A Mão de Deus (Parte I)

I

Teresópolis era, por volta de 1910, um povoado acanhado que crescera no entorno da fazenda do português George March. Com talvez não mais de 6 mil habitantes, sequer dispunha de ligação direta por estrada com o Rio de Janeiro. A ferrovia, que trouxe forte crescimento, tinha sido inaugurada em 1908. Veja que a Rio-Petrópolis só foi pavimentada meio século depois. Teresópolis era de longe a menor das três principais cidades serranas do Estado.

O maciço do Dedo de Deus (1.692 m) na Serra dos Órgãos (Fonte – wikimedia commons).

Visualmente, o Dedo de Deus (1.692 m) é uma das mais conhecidas montanhas do país. Possui o formidável desenho de um dedo indicador apontado com arrojo para o céu.

Mas não é só sua forma que o fez famoso – foi também a estupenda e mesmo dramática vista que se tem dele, logo antes da entrada de Teresópolis. E, também, o fato de ter sido a primeira conquista notável do alpinismo brasileiro. Faz parte hoje dos limites do PN Serra dos Órgãos, um dos primeiros do país.

No ano de 1912, uma equipe de montanhistas alemães tentou escalar o Dedo de Deus. Porém suas paredes lisas e expostas fizeram com que desistissem. Com a humildade típica dos germânicos, julgaram que, se eles não conseguiram, ninguém mais poderia. O grupo fora guiado pelo caçador Raul Carneiro, que não era alemão e não se convenceu desta opinião.

Vista aérea do Dedo de Deus. Notar as presenças de apoio e de vegetação.

Ele achava que poderia vencê-la com a ajuda do ferreiro José Teixeira e dos três irmãos Oliveira, Acácio, Alexandre e Américo. Partiram munidos de grampos de argola feitos pelo ferreiro, grossas cordas de sisal e muito engenho, coragem e paciência. Levaram nesta aventura dois dias, às vezes sob garoa. Venceram sem dificuldade maior o trecho de mato, recorrendo depois às chaminés naturais e formando pirâmides humanas para superar as paredes verticais.

Os conquistadores do Dedo de Deus. (Fonte: Divulgação)

Até que encontraram uma plataforma, antes do cume, que é separado dele por uma ameaçadora parede negativa. O grupo engenhosamente içou um tronco de árvore, apoiou-o então no platô e escalou por ele, até chegar ao cume do impossível Dedo de Deus. Usaram 19 argolas de arganel, que hoje chamaríamos de grampos. Hastearam nossa bandeira, voltaram no mesmo dia e foram recebidos lá embaixo com banda de música e, depois, com taças de champanhe no hotel.

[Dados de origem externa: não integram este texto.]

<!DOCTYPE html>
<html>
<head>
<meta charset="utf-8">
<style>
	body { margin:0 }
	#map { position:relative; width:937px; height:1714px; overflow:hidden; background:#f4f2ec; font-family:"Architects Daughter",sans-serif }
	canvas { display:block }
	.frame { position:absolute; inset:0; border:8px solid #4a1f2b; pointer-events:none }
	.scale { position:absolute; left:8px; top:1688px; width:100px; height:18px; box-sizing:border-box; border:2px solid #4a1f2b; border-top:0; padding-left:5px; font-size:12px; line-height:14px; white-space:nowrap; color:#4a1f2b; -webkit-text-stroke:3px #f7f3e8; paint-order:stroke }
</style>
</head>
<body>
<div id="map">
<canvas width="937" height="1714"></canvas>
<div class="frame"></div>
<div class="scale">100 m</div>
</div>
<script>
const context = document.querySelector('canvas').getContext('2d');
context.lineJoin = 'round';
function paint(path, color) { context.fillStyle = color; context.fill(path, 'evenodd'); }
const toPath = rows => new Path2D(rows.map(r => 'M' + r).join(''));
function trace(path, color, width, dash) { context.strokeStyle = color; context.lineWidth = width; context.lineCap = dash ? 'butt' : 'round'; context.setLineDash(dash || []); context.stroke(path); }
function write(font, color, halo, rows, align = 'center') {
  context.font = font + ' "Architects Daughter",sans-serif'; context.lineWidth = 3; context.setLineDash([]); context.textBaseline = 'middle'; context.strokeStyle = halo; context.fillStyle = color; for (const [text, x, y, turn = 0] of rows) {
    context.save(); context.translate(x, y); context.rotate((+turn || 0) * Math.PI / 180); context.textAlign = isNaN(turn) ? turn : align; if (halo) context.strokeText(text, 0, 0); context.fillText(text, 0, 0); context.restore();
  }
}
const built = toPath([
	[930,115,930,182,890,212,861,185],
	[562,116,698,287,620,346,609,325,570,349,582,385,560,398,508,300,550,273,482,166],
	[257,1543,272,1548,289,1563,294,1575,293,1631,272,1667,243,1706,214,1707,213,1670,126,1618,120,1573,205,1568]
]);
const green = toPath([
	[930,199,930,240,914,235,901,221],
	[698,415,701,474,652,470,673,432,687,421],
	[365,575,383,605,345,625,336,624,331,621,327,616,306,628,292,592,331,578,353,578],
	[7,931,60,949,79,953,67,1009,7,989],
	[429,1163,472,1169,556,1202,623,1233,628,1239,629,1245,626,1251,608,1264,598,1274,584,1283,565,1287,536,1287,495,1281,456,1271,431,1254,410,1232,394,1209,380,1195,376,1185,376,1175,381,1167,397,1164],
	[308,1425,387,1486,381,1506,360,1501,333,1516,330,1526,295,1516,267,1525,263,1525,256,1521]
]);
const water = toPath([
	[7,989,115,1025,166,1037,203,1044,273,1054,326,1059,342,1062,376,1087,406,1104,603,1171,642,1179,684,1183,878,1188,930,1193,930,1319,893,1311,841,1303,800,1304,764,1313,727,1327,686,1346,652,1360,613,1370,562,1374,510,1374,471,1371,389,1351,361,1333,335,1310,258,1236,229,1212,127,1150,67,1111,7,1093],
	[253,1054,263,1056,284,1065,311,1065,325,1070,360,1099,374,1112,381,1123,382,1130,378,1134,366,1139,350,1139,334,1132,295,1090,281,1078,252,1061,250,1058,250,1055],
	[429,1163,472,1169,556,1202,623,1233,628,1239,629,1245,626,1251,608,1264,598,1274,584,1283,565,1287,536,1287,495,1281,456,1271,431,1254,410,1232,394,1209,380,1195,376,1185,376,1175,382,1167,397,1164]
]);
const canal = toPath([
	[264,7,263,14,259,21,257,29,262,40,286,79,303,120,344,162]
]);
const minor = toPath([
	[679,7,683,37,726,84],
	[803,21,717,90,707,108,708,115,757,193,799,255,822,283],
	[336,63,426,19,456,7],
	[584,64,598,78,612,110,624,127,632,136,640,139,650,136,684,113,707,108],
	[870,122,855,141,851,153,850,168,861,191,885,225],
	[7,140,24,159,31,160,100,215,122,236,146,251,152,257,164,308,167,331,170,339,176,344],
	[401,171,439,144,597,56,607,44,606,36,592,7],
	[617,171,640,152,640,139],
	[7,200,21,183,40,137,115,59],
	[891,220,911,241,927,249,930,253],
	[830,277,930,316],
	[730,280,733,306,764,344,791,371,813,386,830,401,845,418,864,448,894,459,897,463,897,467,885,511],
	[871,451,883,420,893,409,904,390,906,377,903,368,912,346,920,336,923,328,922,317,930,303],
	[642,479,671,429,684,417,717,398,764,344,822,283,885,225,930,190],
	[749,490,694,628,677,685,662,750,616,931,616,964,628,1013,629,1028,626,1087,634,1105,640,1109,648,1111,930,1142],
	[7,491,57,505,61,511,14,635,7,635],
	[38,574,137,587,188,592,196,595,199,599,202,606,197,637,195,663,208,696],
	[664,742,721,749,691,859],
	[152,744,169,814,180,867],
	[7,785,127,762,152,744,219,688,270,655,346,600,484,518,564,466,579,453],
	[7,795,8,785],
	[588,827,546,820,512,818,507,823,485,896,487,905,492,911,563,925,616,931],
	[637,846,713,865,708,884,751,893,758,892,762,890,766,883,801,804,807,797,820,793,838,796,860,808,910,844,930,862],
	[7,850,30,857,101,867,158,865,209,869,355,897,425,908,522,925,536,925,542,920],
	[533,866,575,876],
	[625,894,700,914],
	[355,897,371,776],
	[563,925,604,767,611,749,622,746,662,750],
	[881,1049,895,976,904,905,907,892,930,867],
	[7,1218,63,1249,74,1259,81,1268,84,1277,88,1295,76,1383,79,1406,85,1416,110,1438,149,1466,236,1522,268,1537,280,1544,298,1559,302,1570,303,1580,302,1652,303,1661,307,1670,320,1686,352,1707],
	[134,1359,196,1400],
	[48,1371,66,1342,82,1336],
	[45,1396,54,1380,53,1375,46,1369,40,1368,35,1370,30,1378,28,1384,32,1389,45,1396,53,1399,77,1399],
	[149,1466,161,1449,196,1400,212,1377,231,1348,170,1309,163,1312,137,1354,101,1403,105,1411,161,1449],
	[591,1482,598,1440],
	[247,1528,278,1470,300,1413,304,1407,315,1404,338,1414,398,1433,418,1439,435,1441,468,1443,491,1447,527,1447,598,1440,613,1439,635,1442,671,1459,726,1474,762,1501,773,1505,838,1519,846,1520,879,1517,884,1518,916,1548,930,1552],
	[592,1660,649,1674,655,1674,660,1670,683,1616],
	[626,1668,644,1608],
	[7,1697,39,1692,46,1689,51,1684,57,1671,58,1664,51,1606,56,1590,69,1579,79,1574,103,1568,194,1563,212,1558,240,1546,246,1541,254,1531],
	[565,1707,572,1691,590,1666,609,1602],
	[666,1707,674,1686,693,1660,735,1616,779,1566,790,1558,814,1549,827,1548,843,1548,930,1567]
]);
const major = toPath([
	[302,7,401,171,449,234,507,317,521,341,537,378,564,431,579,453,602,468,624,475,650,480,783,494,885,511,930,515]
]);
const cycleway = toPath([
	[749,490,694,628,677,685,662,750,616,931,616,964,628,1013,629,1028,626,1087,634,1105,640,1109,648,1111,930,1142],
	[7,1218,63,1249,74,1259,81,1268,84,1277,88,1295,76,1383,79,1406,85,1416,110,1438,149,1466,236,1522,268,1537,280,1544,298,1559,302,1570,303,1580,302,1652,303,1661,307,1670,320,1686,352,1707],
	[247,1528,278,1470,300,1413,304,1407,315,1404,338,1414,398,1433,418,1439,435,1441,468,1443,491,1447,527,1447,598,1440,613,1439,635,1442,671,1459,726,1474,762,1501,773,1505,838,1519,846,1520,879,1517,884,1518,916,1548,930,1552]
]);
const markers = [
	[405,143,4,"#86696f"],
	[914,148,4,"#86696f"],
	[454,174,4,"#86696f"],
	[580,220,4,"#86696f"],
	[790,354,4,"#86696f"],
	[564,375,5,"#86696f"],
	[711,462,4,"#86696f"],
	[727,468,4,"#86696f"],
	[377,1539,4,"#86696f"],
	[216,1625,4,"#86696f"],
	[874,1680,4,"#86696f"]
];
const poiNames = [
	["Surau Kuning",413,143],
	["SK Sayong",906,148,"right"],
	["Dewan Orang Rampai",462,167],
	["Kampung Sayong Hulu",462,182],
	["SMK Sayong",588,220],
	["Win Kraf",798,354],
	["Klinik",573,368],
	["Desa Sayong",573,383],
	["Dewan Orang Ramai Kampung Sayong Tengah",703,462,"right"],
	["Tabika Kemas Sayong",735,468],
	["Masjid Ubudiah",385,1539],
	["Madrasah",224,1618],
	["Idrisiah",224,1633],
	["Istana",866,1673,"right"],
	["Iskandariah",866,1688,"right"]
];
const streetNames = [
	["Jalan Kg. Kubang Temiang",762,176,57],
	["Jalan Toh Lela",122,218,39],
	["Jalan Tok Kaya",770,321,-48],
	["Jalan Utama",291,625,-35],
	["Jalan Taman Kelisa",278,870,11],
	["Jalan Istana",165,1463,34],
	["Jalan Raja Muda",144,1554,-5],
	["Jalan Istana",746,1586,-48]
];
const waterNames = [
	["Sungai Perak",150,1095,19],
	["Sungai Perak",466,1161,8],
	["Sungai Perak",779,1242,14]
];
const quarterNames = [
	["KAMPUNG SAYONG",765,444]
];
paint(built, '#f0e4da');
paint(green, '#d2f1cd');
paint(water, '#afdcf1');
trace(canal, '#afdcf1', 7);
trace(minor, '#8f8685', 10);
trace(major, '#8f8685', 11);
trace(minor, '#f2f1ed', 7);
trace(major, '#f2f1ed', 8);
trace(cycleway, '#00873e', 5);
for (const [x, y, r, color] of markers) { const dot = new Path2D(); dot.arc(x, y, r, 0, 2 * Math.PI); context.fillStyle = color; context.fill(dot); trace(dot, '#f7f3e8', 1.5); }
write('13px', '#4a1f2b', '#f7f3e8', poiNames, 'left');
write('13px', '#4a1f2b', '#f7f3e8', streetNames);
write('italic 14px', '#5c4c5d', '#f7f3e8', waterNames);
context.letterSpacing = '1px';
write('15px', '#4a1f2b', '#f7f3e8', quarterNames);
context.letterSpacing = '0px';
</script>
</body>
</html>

A rota por eles conquistada é hoje em dia chamada de Teixeira, em homenagem ao bravo ferreiro que fez os primeiros grampos de escalada do Brasil. É uma via pouco técnica para o nível atual, mas bastante exaustiva fisicamente, sendo hoje classificada como mero grau III.

Mas este marco do alpinismo foi palco do primeiro acidente fatal do esporte no país, quando em 1933 um guia caiu à noite de um penhasco. Uma placa foi colocada na chaminé Paredão Vilela, em memória ao membro falecido. Ele pertencia ao Centro Excursionista Brasileiro – ativo até hoje, depois de mais de um século.

Croquis da atual via ao Dedo de Deus (Fonte – escaladas clássicas).

Em 1944 foi conquistada a variante Maria Cebola, uma via de grau IV que se tornou o mais popular acesso ao Dedo de Deus. Os escaladores contam hoje com facilidades: um cabo de aço na parte inicial e uma escada metálica na final. Que eu saiba, a escalada mais exigente no maciço é a curta variante Aresta Hillo Santana, de grau VIII, conquistada em tempos atuais.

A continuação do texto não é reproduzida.